Formation Properties

Subtopics:

Formation Compressibility (cf)

Formation compressibility is the change in rock volume per unit volume per unit change in pressure. The formation, even though it is a solid material, is compressible. The formation compressibility is used in the calculation of total compressibility (ct).

It is of the same order of magnitude as the oil compressibility (co) or the water compressibility (cw), approximately 10-6 1 / psi.

Thus, in the absence of gas saturation (Sg), the formation compressibility is relatively significant and must not be ignored.

However, when there is gas present in the pores, the gas compressibility (cg) is one or two orders of magnitude higher, and the formation compressibility is relatively small and may be ignored.

The formation compressibility may be measured in the laboratory, but it is usually derived from correlations. It is obvious that the nature of the formation, its degree of consolidation, its stress field, etc. all affect the formation compressibility, yet the correlations that exist do not take all of these factors into account. They are very simplified and relate the formation compressibility to the total porosity (f). The correlation used in this software is applicable to sandstones and carbonates. It was derived, from laboratory measurements, by Hall and published in the Transactions, AIME (1953) 198, p. 309.

Gas Saturation (Sg)

The gas saturation is the fraction of the pore space occupied by gas. Most gas reservoirs also contain some connate (non-movable) water (see water saturation (Sw)).

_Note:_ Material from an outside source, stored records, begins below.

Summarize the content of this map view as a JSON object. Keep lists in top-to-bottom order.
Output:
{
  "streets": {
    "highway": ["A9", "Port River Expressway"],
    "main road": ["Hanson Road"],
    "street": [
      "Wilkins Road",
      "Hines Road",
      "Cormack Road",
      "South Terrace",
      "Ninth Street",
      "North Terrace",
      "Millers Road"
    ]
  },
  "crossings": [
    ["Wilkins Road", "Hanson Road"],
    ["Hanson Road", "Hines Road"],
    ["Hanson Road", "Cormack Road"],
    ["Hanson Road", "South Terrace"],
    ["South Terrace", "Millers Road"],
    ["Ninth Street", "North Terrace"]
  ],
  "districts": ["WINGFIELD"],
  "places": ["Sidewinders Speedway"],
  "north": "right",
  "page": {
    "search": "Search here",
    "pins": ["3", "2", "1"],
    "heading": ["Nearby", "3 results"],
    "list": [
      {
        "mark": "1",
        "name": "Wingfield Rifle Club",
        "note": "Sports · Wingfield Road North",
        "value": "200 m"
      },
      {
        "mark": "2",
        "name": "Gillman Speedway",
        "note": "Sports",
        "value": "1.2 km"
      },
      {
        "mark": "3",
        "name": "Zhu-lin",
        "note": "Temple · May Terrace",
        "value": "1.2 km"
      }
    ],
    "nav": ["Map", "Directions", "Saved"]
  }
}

If the gas reservoir is part of a gas cap in a saturated oil reservoir, the space may contain gas, oil, and water. Thus the gas saturation is rarely 100% but varies from 30% to 90%. Gas saturation is used directly in the calculation of the reserves and also in the calculation of total compressibility (ct). Note that the gas saturation has a significant effect on the total compressibility (ct) since the gas compressibility is much higher than the other fluid compressibilities (oil (co) and water (cw)).

Net Pay (h)

This is the thickness of the formation that contributes to the flow of fluids. It is determined from core or log analysis, and can be different from the gross pay, or the perforated interval (hp). In the case of an inclined or deviated wellbore in a declining formation, the net pay is measured perpendicular to the angle of decline. Several examples of net pay are shown below.

Oil Saturation (So)

Oil saturation is the fraction of the pore space occupied by oil. Most oil reservoirs also contain some connate water (non-movable) (see water saturation (Sw)). Thus, the oil saturation is rarely 100% and usually ranges from 10% to 90% (in the oil / water transition zones). The oil saturation directly affects the calculation of reserves and total compressibility (ct).

Total Compressibility (ct)

The compressibility of a substance is the change in volume per unit volume per unit change in pressure. In a reservoir that consists of rock and pore space occupied by oil, water, and gas, the total compressibility is defined as follows:

From this definition, the total compressibility takes into account the compressibility and saturation of gas (Sg), oil (So), and water (Sw) as well as the (rock) formation compressibility (cf).

Note that the gas saturation (Sg) has a significant effect on the total compressibility (ct) since the gas compressibility (cg) is much higher than the other fluid compressibilities (oil (co) and water (cw)).

Thus, if there is any gas present in the reservoir, the total compressibility is dominated by the gas compressibility (cg) component.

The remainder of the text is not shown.